Como já o faz a propósito da crise ambiental, o Papa Francisco salienta nesta mensagem a importância do “sentido do limite”, que o paradigma tecnocrático leva a esquecer, como se a técnica tudo pudesse, como se tudo pudesse ser quantificado e calculado, como se a eficiência sobre tudo pudesse prevalecer.

Salienta também esta mensagem o desafio que representa a educação para o uso de formas de inteligência artificial, educação que deve visar sobretudo a promoção do pensamento crítico em relação aos dados que elas possam proporcionar.

No que às questões da guerra e da paz mais diretamente diz respeito, a mensagem alerta para o perigo, que já se nota, de a utilização de “armas letais autónomas” conduzir a uma perceção menor e mais fria da tragédia da guerra, assim como das responsabilidades morais que envolve, as quais nunca recaem sobre máquinas, mas sempre sobre pessoas.

A Comissão Nacional Justiça e Paz quer aderir ao apelo que o Papa Francisco dirige a toda a humanidade na conclusão desta mensagem: «que esta reflexão encoraje a fazer com que os progressos no desenvolvimento de formas de inteligência artificial sirvam, em última análise, a causa da fraternidade e da paz».   

Em 1 de janeiro de 2024, em plena celebração do 57º Dia Mundial da Paz, na sua alocução ao final da manhã, no Angelus, o Papa Francisco disse: “Por favor, não esqueçamos a Ucrânia, a Palestina e Israel, que estão em guerra.

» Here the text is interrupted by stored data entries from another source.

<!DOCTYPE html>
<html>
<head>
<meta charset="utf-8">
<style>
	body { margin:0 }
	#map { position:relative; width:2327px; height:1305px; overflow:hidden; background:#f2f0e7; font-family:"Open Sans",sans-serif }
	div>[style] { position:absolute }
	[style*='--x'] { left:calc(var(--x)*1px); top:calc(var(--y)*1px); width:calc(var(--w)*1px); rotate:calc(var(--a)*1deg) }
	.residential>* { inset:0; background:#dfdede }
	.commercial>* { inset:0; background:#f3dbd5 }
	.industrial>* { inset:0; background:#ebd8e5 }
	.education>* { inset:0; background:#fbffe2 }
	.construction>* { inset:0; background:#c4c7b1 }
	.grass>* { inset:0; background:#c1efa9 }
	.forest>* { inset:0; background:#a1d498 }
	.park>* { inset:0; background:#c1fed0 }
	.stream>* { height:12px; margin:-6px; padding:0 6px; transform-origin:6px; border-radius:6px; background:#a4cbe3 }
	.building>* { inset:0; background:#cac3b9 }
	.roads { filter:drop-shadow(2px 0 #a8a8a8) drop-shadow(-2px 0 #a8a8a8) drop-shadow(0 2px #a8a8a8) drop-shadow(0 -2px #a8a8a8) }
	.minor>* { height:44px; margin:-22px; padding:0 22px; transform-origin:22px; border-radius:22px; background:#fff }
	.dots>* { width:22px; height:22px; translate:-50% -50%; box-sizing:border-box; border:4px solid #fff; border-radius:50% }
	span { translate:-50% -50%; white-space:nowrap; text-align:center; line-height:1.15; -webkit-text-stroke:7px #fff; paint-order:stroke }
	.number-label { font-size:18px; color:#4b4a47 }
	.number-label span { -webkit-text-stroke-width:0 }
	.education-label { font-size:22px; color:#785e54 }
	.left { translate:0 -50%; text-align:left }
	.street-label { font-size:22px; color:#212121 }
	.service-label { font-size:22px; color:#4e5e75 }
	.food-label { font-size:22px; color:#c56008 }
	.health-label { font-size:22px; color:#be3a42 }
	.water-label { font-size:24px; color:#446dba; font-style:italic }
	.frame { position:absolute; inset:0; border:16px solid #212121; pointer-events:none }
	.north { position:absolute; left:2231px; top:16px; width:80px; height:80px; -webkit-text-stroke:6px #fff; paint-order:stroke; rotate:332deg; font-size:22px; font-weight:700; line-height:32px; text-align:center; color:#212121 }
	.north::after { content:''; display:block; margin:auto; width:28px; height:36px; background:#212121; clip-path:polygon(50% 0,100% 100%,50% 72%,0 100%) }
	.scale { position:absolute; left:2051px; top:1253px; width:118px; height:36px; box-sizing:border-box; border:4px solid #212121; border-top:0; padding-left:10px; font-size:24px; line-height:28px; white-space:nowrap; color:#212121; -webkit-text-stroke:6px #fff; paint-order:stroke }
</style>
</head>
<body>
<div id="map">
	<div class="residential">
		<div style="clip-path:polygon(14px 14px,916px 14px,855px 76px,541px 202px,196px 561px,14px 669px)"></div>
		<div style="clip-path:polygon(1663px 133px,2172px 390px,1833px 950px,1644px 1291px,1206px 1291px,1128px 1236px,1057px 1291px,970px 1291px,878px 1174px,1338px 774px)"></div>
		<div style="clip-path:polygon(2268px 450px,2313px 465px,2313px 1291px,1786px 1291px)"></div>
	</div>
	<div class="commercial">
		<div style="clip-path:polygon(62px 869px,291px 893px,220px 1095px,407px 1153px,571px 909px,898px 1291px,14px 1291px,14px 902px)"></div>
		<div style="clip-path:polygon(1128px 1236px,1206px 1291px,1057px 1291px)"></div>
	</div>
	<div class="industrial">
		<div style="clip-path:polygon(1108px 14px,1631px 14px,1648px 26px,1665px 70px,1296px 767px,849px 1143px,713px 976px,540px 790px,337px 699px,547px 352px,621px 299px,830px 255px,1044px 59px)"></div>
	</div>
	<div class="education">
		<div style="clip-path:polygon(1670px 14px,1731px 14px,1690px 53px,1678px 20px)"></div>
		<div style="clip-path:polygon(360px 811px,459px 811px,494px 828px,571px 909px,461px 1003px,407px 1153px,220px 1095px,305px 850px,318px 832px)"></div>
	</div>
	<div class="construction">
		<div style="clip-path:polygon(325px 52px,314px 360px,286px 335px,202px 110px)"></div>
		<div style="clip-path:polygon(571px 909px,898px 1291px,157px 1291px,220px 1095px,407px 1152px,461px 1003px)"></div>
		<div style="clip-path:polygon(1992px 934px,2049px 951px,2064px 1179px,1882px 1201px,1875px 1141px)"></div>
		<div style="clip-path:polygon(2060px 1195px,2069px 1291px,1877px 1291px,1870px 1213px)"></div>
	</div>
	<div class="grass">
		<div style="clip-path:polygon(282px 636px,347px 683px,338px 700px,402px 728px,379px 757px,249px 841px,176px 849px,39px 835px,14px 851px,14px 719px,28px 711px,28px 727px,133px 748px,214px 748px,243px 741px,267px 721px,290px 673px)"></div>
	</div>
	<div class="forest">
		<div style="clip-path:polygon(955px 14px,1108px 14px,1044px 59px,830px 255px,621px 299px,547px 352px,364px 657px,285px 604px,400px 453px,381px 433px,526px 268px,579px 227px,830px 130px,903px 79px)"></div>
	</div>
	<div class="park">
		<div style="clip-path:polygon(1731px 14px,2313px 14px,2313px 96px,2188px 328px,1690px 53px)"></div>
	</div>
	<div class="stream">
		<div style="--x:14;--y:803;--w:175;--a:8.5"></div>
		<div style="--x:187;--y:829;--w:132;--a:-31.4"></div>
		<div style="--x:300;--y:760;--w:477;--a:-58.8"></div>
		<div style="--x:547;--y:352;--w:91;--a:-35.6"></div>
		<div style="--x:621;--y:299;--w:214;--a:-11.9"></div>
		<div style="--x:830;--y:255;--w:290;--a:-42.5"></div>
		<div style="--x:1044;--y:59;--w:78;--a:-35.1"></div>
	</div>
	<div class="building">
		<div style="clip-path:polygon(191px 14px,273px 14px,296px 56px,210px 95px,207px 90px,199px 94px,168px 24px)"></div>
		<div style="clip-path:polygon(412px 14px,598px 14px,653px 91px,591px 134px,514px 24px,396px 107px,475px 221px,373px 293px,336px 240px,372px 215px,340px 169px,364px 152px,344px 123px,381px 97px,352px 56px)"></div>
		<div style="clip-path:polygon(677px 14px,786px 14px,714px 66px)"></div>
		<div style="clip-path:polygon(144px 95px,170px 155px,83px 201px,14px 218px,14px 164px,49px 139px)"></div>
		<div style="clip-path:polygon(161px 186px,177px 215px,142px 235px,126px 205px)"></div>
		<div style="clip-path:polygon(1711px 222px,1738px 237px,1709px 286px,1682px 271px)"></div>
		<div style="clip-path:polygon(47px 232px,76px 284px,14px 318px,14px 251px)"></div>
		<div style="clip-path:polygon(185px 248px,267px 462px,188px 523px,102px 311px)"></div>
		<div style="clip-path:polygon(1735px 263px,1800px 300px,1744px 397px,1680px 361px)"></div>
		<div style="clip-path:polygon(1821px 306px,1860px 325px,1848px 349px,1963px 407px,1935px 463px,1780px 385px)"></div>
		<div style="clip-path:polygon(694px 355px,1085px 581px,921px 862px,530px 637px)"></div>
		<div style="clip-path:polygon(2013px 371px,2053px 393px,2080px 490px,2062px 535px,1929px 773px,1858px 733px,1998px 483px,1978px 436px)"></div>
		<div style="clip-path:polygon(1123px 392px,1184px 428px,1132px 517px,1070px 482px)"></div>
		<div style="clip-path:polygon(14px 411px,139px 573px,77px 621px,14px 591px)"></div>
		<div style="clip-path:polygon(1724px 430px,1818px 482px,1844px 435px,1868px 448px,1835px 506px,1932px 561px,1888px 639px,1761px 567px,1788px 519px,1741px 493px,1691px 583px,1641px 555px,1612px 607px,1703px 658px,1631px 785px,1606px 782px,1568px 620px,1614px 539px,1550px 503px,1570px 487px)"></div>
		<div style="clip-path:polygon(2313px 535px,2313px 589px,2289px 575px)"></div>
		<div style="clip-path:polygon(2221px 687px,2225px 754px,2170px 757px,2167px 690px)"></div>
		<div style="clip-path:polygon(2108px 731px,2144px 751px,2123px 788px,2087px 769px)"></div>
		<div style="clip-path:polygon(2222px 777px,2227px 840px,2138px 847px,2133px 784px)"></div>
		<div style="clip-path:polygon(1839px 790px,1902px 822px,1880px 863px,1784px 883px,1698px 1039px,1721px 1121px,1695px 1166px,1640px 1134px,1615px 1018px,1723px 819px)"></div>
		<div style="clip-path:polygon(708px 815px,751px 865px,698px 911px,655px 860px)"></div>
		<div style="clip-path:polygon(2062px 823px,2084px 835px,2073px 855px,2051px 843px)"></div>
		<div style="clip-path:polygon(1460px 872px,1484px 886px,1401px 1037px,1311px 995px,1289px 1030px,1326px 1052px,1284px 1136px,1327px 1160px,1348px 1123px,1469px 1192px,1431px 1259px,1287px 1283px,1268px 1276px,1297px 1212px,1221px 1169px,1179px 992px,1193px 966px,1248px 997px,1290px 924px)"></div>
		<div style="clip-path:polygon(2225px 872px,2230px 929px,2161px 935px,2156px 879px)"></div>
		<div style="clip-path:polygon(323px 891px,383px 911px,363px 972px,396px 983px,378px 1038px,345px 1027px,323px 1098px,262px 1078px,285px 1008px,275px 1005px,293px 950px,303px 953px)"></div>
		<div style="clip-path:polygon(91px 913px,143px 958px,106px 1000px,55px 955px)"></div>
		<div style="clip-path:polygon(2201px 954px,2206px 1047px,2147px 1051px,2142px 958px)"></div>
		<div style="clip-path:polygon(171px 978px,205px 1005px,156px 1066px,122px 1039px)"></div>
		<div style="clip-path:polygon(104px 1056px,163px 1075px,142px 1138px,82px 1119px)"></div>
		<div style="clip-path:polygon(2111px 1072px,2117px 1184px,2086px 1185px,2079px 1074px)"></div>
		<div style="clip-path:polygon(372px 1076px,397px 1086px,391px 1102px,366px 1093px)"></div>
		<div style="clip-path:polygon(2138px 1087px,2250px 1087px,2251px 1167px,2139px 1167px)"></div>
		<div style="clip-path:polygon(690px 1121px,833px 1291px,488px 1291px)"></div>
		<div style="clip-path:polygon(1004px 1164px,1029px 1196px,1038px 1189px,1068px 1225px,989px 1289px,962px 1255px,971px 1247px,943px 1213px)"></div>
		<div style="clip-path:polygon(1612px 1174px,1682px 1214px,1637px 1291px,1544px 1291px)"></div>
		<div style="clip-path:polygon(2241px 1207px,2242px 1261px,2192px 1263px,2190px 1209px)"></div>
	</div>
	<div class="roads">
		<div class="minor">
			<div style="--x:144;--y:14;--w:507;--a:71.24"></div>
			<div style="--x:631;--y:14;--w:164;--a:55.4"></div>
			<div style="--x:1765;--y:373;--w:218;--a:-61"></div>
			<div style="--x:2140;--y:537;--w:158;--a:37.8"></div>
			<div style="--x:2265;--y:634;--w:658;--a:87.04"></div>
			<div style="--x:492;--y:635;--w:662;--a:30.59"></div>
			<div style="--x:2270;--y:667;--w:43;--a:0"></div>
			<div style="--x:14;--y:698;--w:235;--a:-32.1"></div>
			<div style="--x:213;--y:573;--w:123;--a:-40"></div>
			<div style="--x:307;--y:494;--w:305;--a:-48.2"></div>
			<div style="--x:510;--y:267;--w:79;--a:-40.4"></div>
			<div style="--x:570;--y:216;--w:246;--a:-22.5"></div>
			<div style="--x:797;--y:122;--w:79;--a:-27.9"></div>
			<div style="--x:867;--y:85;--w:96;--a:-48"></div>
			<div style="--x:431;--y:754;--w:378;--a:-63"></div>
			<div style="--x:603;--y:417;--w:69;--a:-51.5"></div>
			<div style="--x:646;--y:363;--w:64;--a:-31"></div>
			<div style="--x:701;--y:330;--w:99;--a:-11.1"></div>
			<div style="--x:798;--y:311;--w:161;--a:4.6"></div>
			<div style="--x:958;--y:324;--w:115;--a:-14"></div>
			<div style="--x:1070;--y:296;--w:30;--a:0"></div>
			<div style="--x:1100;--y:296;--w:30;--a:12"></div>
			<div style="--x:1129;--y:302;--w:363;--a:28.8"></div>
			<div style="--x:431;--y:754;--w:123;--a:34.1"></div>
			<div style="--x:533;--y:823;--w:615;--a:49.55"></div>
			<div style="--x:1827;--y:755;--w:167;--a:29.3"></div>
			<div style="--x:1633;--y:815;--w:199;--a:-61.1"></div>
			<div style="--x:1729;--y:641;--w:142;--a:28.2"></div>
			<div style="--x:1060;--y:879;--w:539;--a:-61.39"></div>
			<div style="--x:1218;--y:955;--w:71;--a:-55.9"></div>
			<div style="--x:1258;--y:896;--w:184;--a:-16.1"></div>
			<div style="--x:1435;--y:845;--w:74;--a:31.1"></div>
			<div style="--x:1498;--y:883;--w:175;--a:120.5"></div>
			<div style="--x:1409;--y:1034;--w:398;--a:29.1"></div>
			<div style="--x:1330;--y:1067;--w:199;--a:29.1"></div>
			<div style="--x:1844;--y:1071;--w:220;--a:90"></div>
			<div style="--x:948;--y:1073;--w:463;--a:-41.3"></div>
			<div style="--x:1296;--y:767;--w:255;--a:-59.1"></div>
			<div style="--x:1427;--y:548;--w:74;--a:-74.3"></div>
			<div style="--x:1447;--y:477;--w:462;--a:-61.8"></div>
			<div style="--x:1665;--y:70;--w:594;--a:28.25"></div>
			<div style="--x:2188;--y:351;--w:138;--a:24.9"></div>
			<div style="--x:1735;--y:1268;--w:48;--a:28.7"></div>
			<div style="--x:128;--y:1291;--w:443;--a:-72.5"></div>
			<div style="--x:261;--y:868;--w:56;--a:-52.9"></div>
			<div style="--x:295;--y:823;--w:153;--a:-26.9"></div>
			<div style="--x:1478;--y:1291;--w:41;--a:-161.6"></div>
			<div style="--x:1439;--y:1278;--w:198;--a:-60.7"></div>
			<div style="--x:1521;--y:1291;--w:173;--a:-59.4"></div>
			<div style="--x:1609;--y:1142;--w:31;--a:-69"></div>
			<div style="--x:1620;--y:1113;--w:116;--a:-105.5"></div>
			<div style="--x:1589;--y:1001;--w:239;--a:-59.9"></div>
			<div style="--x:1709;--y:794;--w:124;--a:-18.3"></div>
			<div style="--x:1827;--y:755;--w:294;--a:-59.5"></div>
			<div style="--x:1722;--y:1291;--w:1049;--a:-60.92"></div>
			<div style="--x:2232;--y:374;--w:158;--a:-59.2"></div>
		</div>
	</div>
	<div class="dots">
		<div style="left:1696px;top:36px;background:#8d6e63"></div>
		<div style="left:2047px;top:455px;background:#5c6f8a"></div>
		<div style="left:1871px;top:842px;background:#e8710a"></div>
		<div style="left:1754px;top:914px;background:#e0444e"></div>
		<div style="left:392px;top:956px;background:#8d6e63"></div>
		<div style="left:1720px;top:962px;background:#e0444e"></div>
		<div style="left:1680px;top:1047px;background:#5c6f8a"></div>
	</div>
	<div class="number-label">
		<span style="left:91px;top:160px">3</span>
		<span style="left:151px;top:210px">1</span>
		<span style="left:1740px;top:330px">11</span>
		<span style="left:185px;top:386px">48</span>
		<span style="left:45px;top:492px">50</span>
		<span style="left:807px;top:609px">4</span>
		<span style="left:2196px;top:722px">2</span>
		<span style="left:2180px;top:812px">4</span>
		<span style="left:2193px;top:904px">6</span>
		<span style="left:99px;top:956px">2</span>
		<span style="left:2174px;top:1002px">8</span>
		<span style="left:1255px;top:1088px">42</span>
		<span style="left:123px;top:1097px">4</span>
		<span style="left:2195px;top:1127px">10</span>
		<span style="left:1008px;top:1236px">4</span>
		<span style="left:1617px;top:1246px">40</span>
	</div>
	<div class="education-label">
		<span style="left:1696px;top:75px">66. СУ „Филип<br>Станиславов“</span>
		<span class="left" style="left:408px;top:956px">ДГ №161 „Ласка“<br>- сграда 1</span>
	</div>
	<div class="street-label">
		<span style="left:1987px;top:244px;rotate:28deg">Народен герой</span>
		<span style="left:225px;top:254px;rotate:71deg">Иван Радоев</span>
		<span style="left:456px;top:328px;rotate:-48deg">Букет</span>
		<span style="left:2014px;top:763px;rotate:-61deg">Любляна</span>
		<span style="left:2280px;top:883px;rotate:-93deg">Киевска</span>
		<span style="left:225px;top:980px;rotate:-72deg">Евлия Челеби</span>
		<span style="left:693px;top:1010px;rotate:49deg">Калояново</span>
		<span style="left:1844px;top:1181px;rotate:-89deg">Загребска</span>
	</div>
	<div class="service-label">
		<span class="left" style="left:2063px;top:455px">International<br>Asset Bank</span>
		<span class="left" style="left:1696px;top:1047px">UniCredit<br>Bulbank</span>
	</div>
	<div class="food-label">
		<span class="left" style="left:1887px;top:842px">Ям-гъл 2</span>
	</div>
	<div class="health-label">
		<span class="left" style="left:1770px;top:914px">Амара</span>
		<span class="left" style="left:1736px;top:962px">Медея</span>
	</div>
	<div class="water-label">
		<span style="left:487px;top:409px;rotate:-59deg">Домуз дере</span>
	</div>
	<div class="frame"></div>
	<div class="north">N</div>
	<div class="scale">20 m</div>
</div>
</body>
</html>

Rezemos para que prevaleça a paz, todos juntos”, concluindo: "Mãe de Deus e nossa, vimos até Vós, buscamos refúgio no vosso Coração Imaculado. Imploramos misericórdia, Mãe da misericórdia; paz, Rainha da paz! Movei o íntimo de quem está preso no ódio, convertei quem alimenta e excita conflitos. Enxugai as lágrimas das crianças – nesta hora, choram tanto! –, assisti os idosos que estão sozinhos, amparai os feridos e os doentes, protegei quem teve de deixar a sua terra e os afetos mais queridos, consolai os desanimados, despertai a esperança."